The Court of Appeal confirmed that contributions to a funded unapproved retirement benefits scheme (FURBS)in the form of transfers of shares were payments of sums within ICTA 1988, s. 595(1) assessable to Sch. E income tax.

Facts

The taxpayer appealed against an amendment to his self-assessment to income tax for the year 1996-97. The amendment was an increase of £145,051 to the income assessable under Sch. E, reflecting the Revenue's view that a contribution represented by transfers of 16 shareholdings in different quoted companies to a FURBS was to be treated as income of the taxpayer assessable under Sch. E pursuant to ICTA 1988, s. 595 (repealed by ITEPA 2003, with effect for income tax purposes from the year 2003-04; the language of the replacement provision (ITEPA 2003, s. 386) gave rise to the same point as arose in this appeal).

The taxpayer contended that the payments were not within s. 595(1) as that provision applied only to monetary contributions and not to contributions in kind. The Revenue contended that those references should be construed purposively to include references to the transfer of non-monetary consideration, such as the shares in this case, which was capable of valuation in monetary terms.

The special commissioners ((2006) Sp C 526) and High Court ([2007] BTC 269) dismissed appeals by the taxpayer. The taxpayer appealed to the Court of Appeal.

Issue

Whether the transfers of the shares constituted the payment of a sum for the purposes of s. 595(1).

Decision

Rimer LJ (Maurice Kay and Sedley L JJ agreeing) said that the more natural meaning of the phrase ‘pays a sum’ was ‘pays a sum of money’. However, that was not the end of the matter, since the taxpayer had rightly accepted that the context in which the phrase was used might compel the conclusion that Parliament intended it to have a wider meaning, including the transfer of non-cash assets.

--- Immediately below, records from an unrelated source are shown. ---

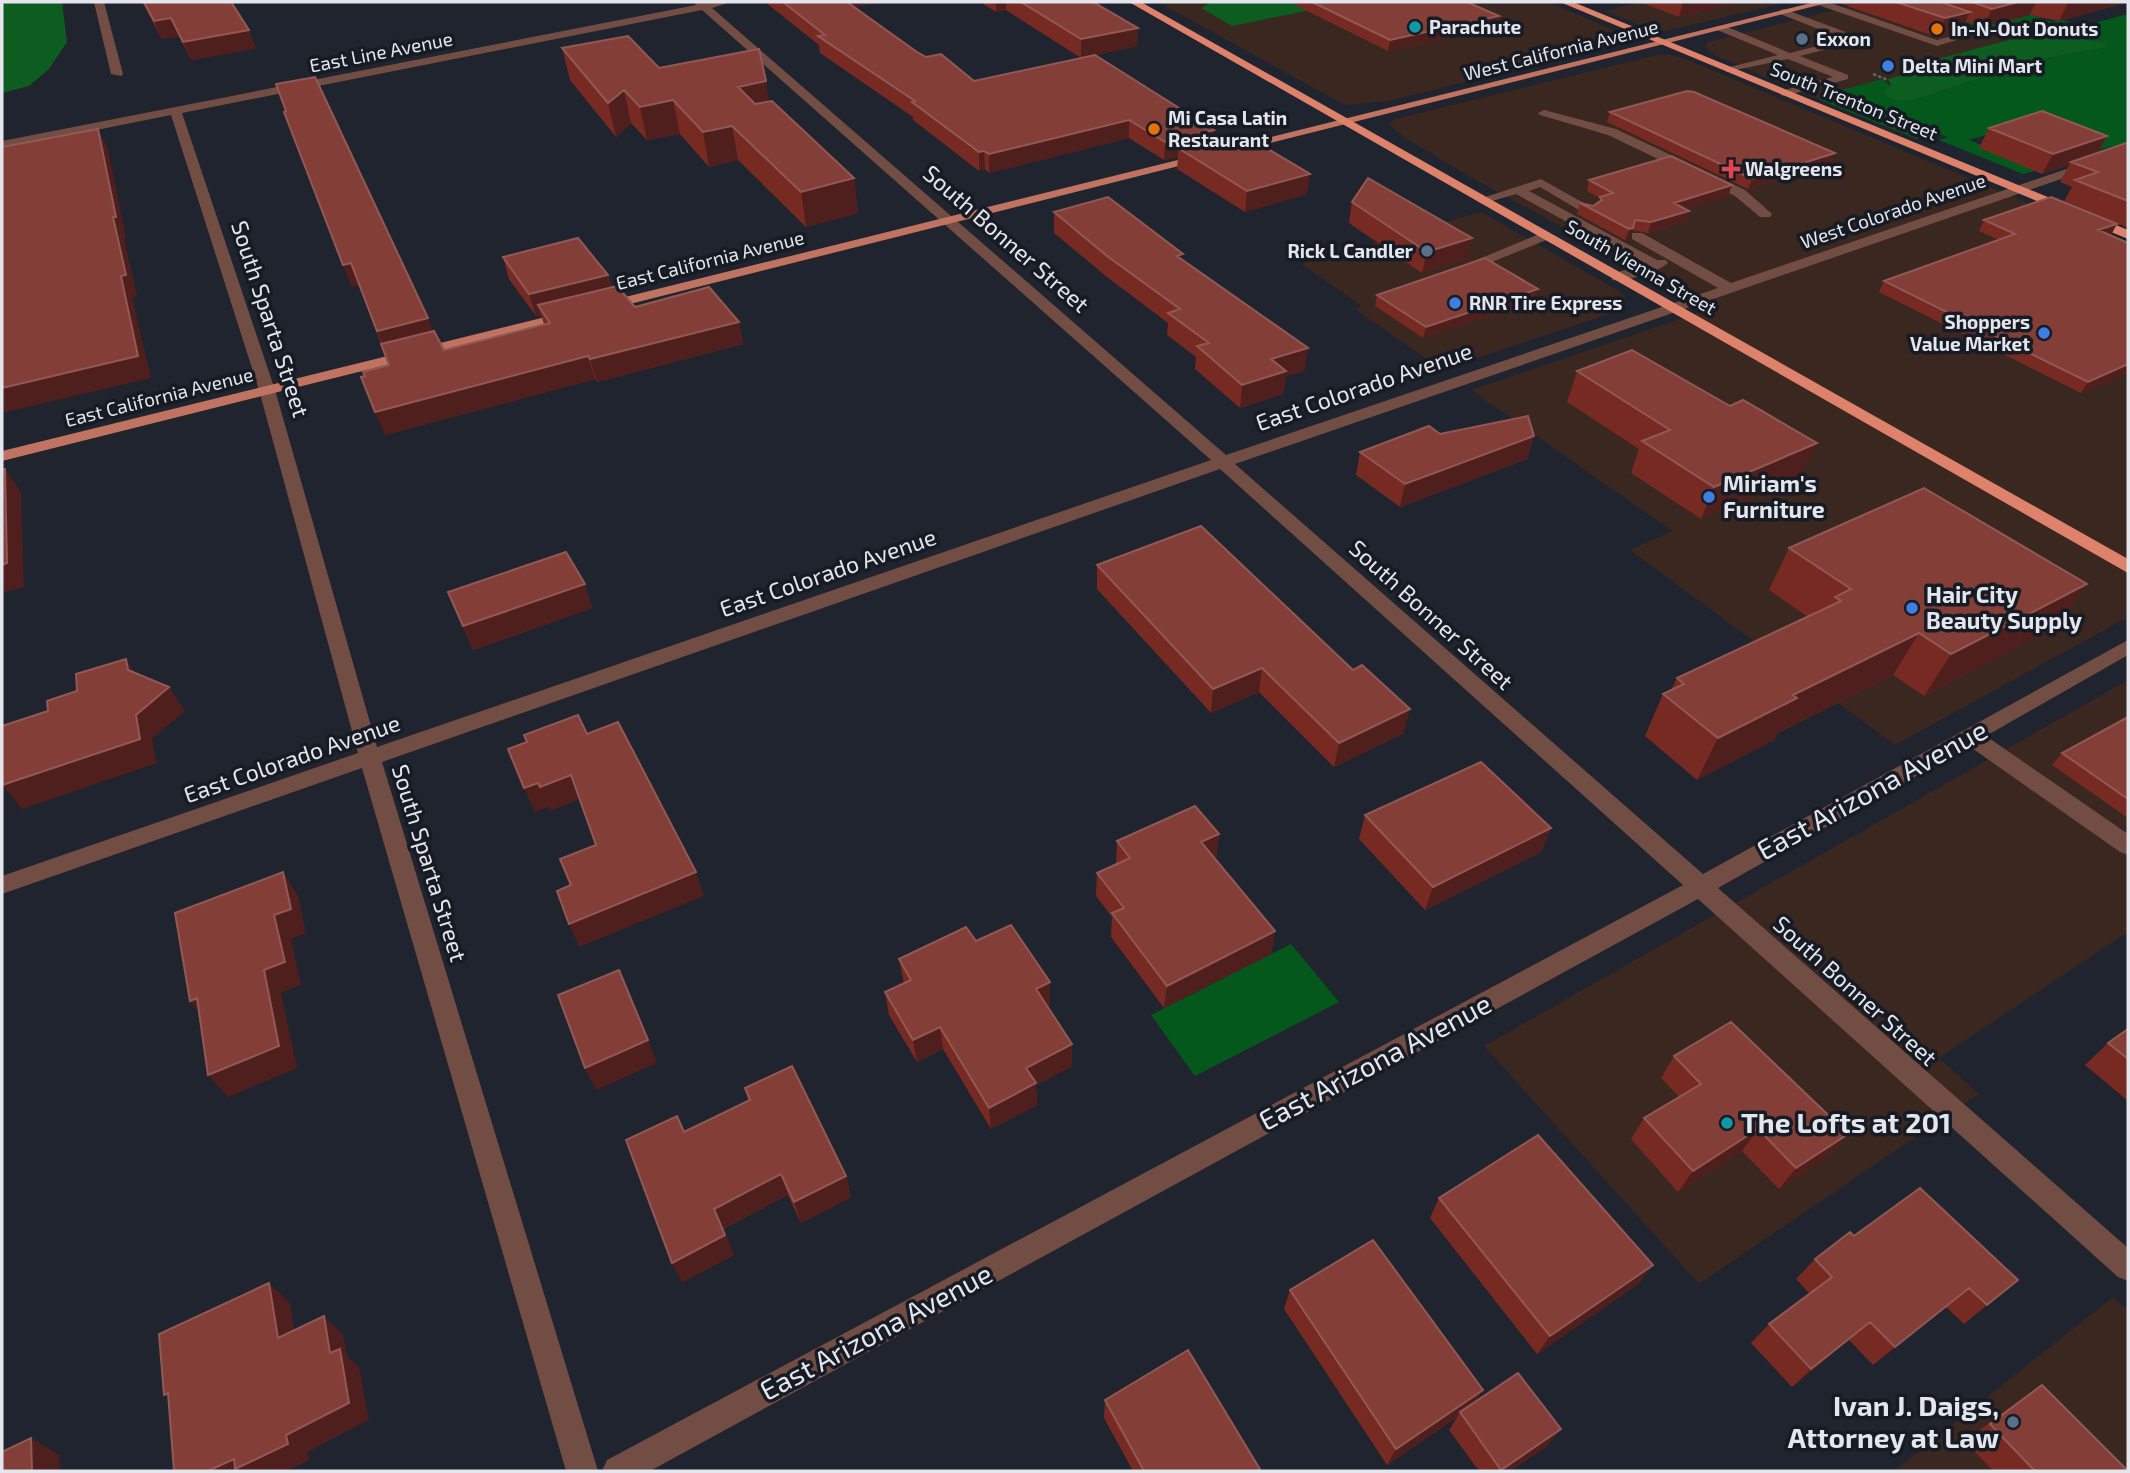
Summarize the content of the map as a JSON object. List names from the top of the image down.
{
  "streets": {
    "highway": ["South Trenton Street", "South Vienna Street"],
    "main road": ["West California Avenue", "East California Avenue"],
    "street": [
      "East Line Avenue",
      "West Colorado Avenue",
      "South Bonner Street",
      "South Sparta Street",
      "East Colorado Avenue",
      "East Arizona Avenue"
    ]
  },
  "crossings": [
    ["West California Avenue", "South Trenton Street"],
    ["West California Avenue", "East California Avenue"],
    ["West California Avenue", "South Vienna Street"],
    ["East Line Avenue", "South Bonner Street"],
    ["East Line Avenue", "South Sparta Street"],
    ["South Trenton Street", "West Colorado Avenue"],
    ["West Colorado Avenue", "South Vienna Street"],
    ["West Colorado Avenue", "East Colorado Avenue"],
    ["South Bonner Street", "East California Avenue"],
    ["South Bonner Street", "East Colorado Avenue"],
    ["South Bonner Street", "East Arizona Avenue"],
    ["East California Avenue", "South Vienna Street"],
    ["East California Avenue", "South Sparta Street"],
    ["South Vienna Street", "East Colorado Avenue"],
    ["South Sparta Street", "East Colorado Avenue"]
  ],
  "places": {
    "other": [
      "Parachute",
      "In-N-Out Donuts",
      "Exxon",
      "Delta Mini Mart",
      "Mi Casa Latin Restaurant",
      "Rick L Candler",
      "RNR Tire Express",
      "Shoppers Value Market",
      "Miriam's Furniture",
      "Hair City Beauty Supply",
      "The Lofts at 201",
      "Ivan J. Daigs, Attorney at Law"
    ],
    "health": ["Walgreens"]
  }
}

Whilst the taxpayer submitted that an employer's transfer of shares to a scheme would not be a transaction by which the employer ‘pays a sum’ to the scheme within s. 595(1), he accepted that it would nevertheless be a ‘sum paid’ within FA 1989, s. 76(3), with the consequence that the employer would not be entitled to deduct it as an expense in its own tax computations. A similar concession was made in relation to ‘sum paid’ in ICTA 1988, s. 592(4), in line with the court's apparent assumption in the case of Lowe (HMIT) v Peter Walker (Warrington) and Robert Cain & Sons Ltd (1935) 20 TC 25. The taxpayer's assertion that the consideration of whether or not a payment or transfer was a ‘sum paid’ that the employer was entitled to deduct in its tax computations arose in a context quite different from that which arose in the consideration of whether or not the same payment or transfer was a ‘sum paid’ for the purposes of a charge to tax under s. 595(1) was unconvincing. When an employer ‘pays a sum’ under s. 595(1), it must also be a ‘sum paid’ for the purposes of s. 76(3). Those phrases had to have the same meaning, and if the latter phrase included a transfer of shares, so must the former. Further support for the same interpretation of s. 595(1) was to be found in ICTA 1988, s. 596(3). Payment in s. 596(3)(b)(ii) bore a wider meaning than ‘payment of money’. Unless it also embraced the transfer of assets then the result would be absurd. That supported the view that at least the word ‘pays’ in s. 595(1) might not be being used in any narrow sense.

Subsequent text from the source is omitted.